LeetCode 29: Divide Two Integers
LeetCode 29 Solution Explanation
Explanation:
To solve this problem without using multiplication, division, and mod operators, we can simulate the process of long division. We repeatedly subtract the divisor from the dividend until the dividend becomes less than the divisor. The number of times we can subtract the divisor without making the dividend negative will be the quotient. We need to handle the edge cases where the dividend or divisor is negative and also take care of overflow scenarios.
Algorithmic Steps:
- Handle edge cases: Check if either dividend or divisor is equal to 0.
- Determine the sign of the result based on whether both dividend and divisor have the same sign or not.

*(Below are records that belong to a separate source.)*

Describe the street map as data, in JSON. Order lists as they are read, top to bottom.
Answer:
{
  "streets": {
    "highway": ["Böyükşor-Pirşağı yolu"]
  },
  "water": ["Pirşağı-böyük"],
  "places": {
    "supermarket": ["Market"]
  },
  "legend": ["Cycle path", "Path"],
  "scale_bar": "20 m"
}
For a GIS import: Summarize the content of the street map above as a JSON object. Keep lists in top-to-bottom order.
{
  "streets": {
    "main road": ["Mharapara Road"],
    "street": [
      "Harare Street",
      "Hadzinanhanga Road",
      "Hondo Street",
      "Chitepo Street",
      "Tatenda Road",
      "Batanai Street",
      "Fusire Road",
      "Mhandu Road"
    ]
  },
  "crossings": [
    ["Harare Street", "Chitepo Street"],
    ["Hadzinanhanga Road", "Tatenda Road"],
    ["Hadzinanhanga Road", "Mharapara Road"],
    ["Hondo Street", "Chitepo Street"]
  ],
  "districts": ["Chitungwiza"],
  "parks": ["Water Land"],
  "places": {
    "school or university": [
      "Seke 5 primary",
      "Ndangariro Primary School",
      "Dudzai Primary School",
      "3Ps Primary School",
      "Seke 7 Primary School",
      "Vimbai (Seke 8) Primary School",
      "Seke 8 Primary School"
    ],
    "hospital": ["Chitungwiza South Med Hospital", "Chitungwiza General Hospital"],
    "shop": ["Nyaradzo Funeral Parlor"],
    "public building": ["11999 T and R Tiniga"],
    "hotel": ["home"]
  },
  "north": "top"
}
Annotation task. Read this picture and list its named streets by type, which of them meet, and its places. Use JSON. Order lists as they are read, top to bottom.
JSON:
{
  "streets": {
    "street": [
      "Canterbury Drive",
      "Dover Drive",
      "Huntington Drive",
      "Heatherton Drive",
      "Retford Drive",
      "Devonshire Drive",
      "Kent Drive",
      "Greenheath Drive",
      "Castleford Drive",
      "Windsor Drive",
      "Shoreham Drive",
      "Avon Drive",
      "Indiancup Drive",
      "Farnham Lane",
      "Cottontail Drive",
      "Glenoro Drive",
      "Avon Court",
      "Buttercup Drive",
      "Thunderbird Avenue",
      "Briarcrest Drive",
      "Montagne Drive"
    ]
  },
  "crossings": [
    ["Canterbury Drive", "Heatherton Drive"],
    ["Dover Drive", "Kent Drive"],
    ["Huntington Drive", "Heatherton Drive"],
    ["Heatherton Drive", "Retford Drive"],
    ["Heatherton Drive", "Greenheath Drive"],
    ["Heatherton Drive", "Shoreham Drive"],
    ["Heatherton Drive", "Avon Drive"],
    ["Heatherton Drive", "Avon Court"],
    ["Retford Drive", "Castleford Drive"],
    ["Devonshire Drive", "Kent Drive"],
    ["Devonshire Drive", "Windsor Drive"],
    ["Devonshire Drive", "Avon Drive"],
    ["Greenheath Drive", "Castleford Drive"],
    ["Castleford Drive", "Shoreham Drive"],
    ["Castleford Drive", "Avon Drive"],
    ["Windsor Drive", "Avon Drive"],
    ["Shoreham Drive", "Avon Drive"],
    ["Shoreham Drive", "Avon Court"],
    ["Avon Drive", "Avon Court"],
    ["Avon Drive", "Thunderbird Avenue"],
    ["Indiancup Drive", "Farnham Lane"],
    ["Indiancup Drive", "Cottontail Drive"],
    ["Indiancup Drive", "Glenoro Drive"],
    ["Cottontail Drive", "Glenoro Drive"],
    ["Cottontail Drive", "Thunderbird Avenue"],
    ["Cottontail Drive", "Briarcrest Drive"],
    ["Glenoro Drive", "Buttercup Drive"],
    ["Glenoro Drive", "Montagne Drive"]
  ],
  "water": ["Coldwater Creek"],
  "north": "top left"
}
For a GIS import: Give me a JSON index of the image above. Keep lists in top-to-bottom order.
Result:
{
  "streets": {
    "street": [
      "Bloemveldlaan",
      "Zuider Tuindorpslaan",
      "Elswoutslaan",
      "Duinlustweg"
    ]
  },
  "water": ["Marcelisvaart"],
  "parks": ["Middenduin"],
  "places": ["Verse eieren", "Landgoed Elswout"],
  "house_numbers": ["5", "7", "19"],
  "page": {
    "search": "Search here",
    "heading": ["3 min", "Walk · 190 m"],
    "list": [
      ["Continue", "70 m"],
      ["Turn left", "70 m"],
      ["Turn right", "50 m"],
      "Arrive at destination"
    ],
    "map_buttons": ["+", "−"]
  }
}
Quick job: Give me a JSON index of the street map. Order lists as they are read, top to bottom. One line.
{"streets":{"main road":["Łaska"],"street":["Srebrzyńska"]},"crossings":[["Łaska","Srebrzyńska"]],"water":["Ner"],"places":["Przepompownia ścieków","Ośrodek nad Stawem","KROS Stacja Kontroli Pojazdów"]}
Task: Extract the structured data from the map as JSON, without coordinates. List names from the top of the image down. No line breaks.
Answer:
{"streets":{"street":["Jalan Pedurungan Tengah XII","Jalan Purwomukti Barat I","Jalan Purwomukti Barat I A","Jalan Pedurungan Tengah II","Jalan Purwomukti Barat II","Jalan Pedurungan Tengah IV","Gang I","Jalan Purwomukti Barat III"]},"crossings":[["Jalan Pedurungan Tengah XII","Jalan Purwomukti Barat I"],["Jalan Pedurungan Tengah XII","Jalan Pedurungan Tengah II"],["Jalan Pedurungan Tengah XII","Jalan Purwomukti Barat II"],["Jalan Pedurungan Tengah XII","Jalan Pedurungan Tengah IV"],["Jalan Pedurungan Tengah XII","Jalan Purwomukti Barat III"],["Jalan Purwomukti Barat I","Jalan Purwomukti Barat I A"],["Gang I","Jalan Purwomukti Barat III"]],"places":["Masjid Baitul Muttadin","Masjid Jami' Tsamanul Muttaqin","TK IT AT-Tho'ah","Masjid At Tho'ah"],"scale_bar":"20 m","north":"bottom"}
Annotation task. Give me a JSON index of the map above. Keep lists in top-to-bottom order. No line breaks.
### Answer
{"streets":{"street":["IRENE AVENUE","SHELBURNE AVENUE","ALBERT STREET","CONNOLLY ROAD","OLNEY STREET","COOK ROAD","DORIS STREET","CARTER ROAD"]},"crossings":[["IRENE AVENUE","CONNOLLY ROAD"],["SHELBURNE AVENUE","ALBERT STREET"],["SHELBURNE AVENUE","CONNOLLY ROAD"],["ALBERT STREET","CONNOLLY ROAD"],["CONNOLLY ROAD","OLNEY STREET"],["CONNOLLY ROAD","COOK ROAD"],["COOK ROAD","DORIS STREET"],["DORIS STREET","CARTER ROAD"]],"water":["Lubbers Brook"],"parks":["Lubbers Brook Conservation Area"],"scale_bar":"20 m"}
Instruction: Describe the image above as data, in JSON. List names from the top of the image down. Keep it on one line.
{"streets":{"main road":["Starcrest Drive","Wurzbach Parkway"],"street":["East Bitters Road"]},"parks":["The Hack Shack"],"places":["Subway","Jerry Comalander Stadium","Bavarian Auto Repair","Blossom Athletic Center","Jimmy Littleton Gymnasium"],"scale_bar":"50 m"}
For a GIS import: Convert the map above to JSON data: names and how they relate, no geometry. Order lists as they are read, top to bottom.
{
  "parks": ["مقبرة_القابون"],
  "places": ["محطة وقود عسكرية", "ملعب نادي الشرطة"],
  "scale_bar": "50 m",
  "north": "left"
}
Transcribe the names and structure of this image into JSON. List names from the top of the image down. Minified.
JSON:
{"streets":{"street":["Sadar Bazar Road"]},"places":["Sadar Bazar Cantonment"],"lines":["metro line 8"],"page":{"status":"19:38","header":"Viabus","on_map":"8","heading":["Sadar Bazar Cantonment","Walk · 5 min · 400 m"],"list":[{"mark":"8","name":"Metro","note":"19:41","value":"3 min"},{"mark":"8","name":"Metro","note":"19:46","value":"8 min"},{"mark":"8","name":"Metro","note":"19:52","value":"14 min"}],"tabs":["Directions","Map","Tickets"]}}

- Convert both dividend and divisor to positive numbers to simplify the calculation.
- Count the number of times you can subtract the divisor from the dividend without making the dividend negative. This count will be the quotient.
- Ensure the result is within the 32-bit signed integer range.
- Return the result with the correct sign.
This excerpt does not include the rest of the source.